Structure independence makes it possible to isolate structure and structure relation processing from entity data and entity relation processing. (Because it is structure independent, this also holds true for the JT representation, but not PKFK.) This separation of structure from data (that is, from non-key attribute data) may seem to provide nothing more than a curious way to evaluate multirelation Select queries, but it actually provides a completely new way to look at a relational database as the combination of two logically disjoint components, data plus structure. The data component consists of entity relations with no foreign key attributes, the structure component consists of structure relations with no attribute data. As the example illustrates, the structure can be resolved completely without access to any entity relation. The "structure" (in this case, #temp, the tableau of foreign keys) can then be instantiated with primary key access to the entity relations and no additional access to any structure relations. With both logical components residing in the same physical database, referential integrity can guarantee the validity of foreign key references. Without referential integrity -- i.e., between a foreign key attribute in a structure relation and the primary key of an entity relation -- structure-to-structure relation joins could include structure tuples joined via an invalid foreign key. This error would be detected during instantiation of the intermediate structure.

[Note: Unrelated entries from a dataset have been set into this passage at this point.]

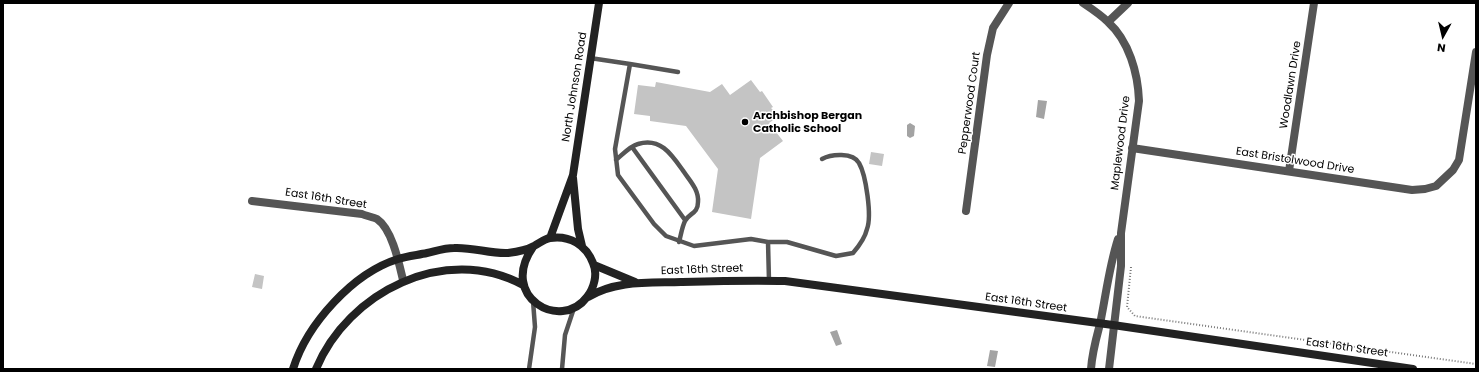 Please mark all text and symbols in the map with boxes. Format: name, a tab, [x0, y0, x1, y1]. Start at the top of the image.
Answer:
north arrow	[1423, 16, 1463, 56]
street label: North Johnson Road	[560, 31, 590, 143]
text: N	[1436, 39, 1447, 56]
street label: Woodlawn Drive	[1278, 40, 1304, 130]
street label: Pepperwood Court	[956, 51, 984, 155]
street label: Maplewood Drive	[1109, 95, 1133, 191]
place label: Archbishop Bergan Catholic School	[753, 109, 862, 135]
marker: Archbishop Bergan Catholic School	[740, 117, 750, 127]
street label: East Bristolwood Drive	[1235, 145, 1355, 177]
street label: East 16th Street	[284, 186, 368, 212]
street label: East 16th Street	[661, 262, 743, 278]
street label: East 16th Street	[984, 291, 1068, 315]
street label: East 16th Street	[1305, 336, 1389, 360]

The scenario of both the logical data- and structure components residing in the same physical database corresponds to "Using Aggregate-Link exclusively in OLTP databases" (above). Without this co-location, referential integrity and therefore OLTP databases are not possible. However, for OLAP databases and analytic applications in general, the absence of referential integrity is not critical. Consider the following:

  • Resolution of structure requires structure-to-structure relation joins. All structure relations must therefore reside in the same database and be managed as an independent, structure-only OLTP database.
  • Instantiation requires no entity-to-entity relation joins. Entity relations are therefore not required to reside in the same database as one another.
  • Instantiation only requires "read" access to entity relations by primary key. With a network database access protocol like ODBC, entity relations can reside in any database on any compliant network server.
  • Foreign keys in entity relations in remote databases are ignored. Entity relations can therefore be part of remote OLTP databases.
In effect, we can construct a virtual OLAP database that spans multiple OLTP databases. All structure relations resides on a single server, entity relations reside anywhere. Entity updates are prohibited, structure updates are allowed. (If you allow entity updates, these are carried out remotely with no overarching transaction mechanism.)

We refer to this construction of a centralized structure database and decentralized entity databases as integration by structure. It does not provide true database federation because it does not support distributed transactions: Referential integrity between foreign keys in structure relations and primary keys in entity relations isn't even considered. Integration by structure is a simple view mechanism in which one centralized, OLTP relational "structure database" references relational entities in other OLTP databases. Updates to these other OLTP databases may cause foreign keys in the structure database to become stale, but this is characteristic of materialized views in general. The structure database we've described provides materialized views of structure absent any attribute data.

In his seminal 1970 CACM paper "A Relational Model of Data for Large Shared Data Banks", Codd wrote:

"In previous work there has been a strong tendency to treat the data in a data bank as consisting of two parts, one part consisting of entity descriptions (for example, descriptions of suppliers) and the other part consisting of relations between the various entities (for example, the supply relation). This distinction is difficult to maintain when one may have foreign keys in any relation whatsoever. In the user's relational model there appears to be no advantage to making such a distinction (there may be some advantage, however, when one applies relational concepts to machine representations of the user's set of relationships)."

With integration by structure, the set of Aggregate/Link structure relation pairs corresponds precisely to a "user's set of relationships". Although Codd was not thinking about distributed databases in 1970, his statement now seems remarkably prophetic.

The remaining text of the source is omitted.